Hematopoietic stem cell transplantation supports the existence of an epigenetic defect hampering thymic development in GLD mice. A, Transplantation of bone marrow-derived cells was performed between Twitcher (TWI) and wild-type congenic mice to test for epigenetic defects. Donor cell engraftment was measured in the blood at P40 and P75 and in the bone marrow (BM) at P75. Chimerism was similar in each of the three groups of transplanted mice, with an average engraftment of ∼75%. B, C, WBC counts were comparable in wild-type mice transplanted with either wild-type or Twitcher bone marrow cells but reduced in Twitcher mice transplanted with wild-type bone marrow. This suggests that the lymphopoiesis in the Twitcher mutant is affected by a noncell autonomous defect. D, E, Cellular composition of thymus (D) and spleen (E) after BM transplant. Normal numbers and distribution of thymocytes subsets were observed in mice that received wild-type or Twitcher bone marrow cells. In contrast, transplanted Twitcher mice showed a severe reduction in the number of DN, CD4, CD8, and DP thymic cells (D) and B220, CD4, CD8, and CD11b (E) splenocytes. Data are expressed as the mean ± SE from three to five mice for each group. *p < 0.01; **p < 0.05 versus wild-type recipient of wild-type transplanted cells.

Figure 7.

Progressive axonal loss from autonomic fibers in the atrophied GLD thymus. A–D, Confocal immunohistochemistry of TH (green) showed reduced innervation of norepinephrine fibers in the Twitcher (TWI) cortex at P15 (A) and P30 (C), when compared with age-matched controls (B, D). A CD4 counterstaining (red) was used.
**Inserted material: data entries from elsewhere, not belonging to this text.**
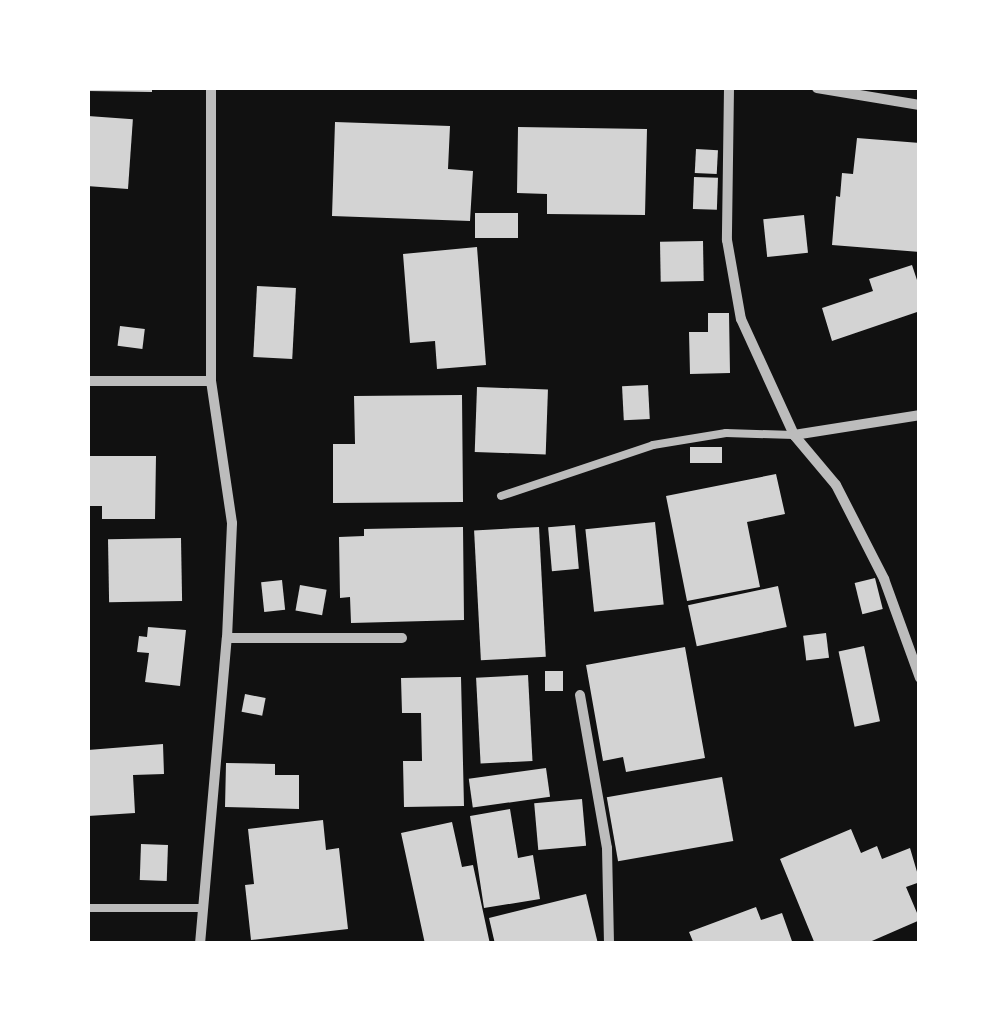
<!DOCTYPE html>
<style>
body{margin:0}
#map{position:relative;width:1007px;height:1031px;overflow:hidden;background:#111;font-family:Lato,sans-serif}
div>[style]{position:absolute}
.building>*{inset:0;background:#d3d3d3;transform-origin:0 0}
.service>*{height:8px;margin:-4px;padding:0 4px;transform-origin:4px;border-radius:4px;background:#bcbcbc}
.minor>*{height:10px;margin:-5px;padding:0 5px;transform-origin:5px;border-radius:5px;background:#bcbcbc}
span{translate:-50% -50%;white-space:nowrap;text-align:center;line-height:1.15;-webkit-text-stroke:8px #fff;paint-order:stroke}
.frame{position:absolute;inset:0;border:90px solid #fff;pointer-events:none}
</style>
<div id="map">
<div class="building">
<i style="clip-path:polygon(88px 88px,152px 88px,152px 92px,88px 91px)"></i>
<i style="left:88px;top:116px;width:45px;height:70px;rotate:4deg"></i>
<i style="clip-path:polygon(335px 122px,450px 126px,448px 169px,473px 171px,470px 221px,332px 216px)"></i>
<i style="clip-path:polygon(518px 127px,647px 129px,645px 215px,547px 214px,547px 194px,517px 193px)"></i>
<i style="clip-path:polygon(857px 138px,920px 143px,920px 252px,832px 245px,836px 196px,840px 197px,842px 173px,853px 174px)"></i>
<i style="left:696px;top:149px;width:22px;height:24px;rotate:3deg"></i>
<i style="left:694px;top:177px;width:24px;height:32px;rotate:2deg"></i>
<i style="left:475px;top:213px;width:43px;height:25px"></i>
<i style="left:804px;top:215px;width:38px;height:41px;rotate:84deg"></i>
<i style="left:703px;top:241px;width:40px;height:43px;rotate:89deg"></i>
<i style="clip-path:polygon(477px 247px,486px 365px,437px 369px,435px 341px,410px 343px,403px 254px)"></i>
<i style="clip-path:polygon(912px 265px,920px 289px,920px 311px,832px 341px,822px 308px,873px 291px,869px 279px)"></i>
<i style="left:257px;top:286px;width:39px;height:71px;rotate:3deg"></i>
<i style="clip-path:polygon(708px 313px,729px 313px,730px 373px,690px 374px,689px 332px,708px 332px)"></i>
<i style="left:120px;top:326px;width:25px;height:20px;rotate:7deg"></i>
<i style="left:648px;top:385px;width:34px;height:26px;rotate:87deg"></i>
<i style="left:477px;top:387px;width:71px;height:65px;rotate:2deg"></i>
<i style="clip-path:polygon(462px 395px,463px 502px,333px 503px,333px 444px,355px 444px,354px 396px)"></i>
<i style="left:722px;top:447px;width:16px;height:32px;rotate:90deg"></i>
<i style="clip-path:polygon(88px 456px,156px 456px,155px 519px,102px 519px,102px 506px,88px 506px)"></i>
<i style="clip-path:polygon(776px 474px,785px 514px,747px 522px,760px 587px,687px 601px,666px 496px)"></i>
<i style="left:655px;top:522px;width:83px;height:70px;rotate:84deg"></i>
<i style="left:575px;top:525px;width:44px;height:27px;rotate:85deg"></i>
<i style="clip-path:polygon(463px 527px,464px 620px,351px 623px,350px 597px,340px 598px,339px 537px,364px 536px,364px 529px)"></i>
<i style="left:539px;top:527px;width:130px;height:65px;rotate:87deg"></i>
<i style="left:181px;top:538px;width:63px;height:73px;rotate:89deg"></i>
<i style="left:875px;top:578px;width:32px;height:21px;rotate:76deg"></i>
<i style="left:282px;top:580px;width:30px;height:21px;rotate:84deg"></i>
<i style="left:300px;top:585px;width:27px;height:26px;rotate:10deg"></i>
<i style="left:778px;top:586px;width:42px;height:92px;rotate:78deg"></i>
<i style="clip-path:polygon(148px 627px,186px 630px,180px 686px,145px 682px,149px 653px,137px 652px,139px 636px,147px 637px)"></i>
<i style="left:826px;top:633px;width:25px;height:23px;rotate:83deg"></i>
<i style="left:864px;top:646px;width:77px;height:26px;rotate:78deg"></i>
<i style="clip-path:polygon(685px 647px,705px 758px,626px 772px,623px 757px,603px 761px,586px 665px)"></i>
<i style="left:563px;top:671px;width:20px;height:18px;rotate:90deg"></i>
<i style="left:528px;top:675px;width:86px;height:52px;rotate:87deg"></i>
<i style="clip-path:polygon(461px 677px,464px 806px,404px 807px,403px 761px,422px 761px,421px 713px,402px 713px,401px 678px)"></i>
<i style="left:245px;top:694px;width:21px;height:18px;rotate:11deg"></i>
<i style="clip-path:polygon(163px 744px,164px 774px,133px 775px,135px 813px,88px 816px,88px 750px)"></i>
<i style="clip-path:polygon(226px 763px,275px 764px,275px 775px,299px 775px,299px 809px,225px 807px)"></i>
<i style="left:546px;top:768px;width:29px;height:78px;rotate:82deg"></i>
<i style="left:722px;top:777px;width:65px;height:117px;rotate:80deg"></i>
<i style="left:582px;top:799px;width:47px;height:48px;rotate:85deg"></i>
<i style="clip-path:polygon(510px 809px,518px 858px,533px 855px,540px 899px,484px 908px,470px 816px)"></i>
<i style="clip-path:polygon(323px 820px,326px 850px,339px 848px,348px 929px,251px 940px,245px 885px,254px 884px,248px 829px)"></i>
<i style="clip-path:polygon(452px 822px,462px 867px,473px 865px,490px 944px,425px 944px,401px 833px)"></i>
<i style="clip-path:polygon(851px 829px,861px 853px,877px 846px,882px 859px,910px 848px,920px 882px,906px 887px,920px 920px,865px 944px,815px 944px,780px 859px)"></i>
<i style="left:141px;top:844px;width:27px;height:36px;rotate:2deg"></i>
<i style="clip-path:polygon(586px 894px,598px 944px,495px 944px,489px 918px)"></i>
<i style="clip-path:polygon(756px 907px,761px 920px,782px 913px,793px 944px,694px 944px,689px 932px)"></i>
</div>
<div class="service">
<i style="left:501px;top:496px;width:160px;rotate:-18.5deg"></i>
<i style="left:653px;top:445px;width:74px;rotate:-9.3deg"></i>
<i style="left:726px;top:433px;width:68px;rotate:1.7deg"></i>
<i style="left:88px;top:908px;width:113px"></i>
</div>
<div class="minor">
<i style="left:729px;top:88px;width:152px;rotate:90.8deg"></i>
<i style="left:727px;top:240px;width:80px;rotate:80deg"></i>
<i style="left:741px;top:319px;width:128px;rotate:65.4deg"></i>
<i style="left:794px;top:435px;width:65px;rotate:50deg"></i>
<i style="left:836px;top:485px;width:106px;rotate:62.9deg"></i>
<i style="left:884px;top:579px;width:105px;rotate:70deg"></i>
<i style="left:817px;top:88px;width:104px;rotate:9.4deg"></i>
<i style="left:88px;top:381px;width:123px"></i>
<i style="left:794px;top:435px;width:128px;rotate:-9deg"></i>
<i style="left:227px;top:638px;width:175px"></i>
<i style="left:580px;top:695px;width:155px;rotate:80deg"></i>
<i style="left:607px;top:848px;width:96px;rotate:88.8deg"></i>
<i style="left:200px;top:944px;width:307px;rotate:-85deg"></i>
<i style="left:227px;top:638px;width:115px;rotate:-87.5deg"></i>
<i style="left:232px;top:523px;width:144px;rotate:-98.4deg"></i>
<i style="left:211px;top:381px;width:293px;rotate:-90deg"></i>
</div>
<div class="frame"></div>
</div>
E–H, Light microscopy immunohistochemistry for TH (E, F) and ChaT (G, H) in P40 thymuses showed reduced expression of TH (E) and ChaT (G) in the aged TWI thymus. I, The density of TH+ fibers was quantified and expressed as the number of TH+ fibers per 0.2 mm² of thymic cortex at P20 and P30. Data averages two independent experiments. p < 0.05 versus wild type. J, Fold changes in expression of norepinephrine receptors (β1 and β2) was quantified by real-time PCR in RNA isolated from thymuses at P7 and P15. Data are normalized to the expression of the GAPDH housekeeping gene and compared with values obtained in age-matched wild-type tissues (the expression of which equals a value of 1). Data average two independent experiments. p < 0.05 versus wild type.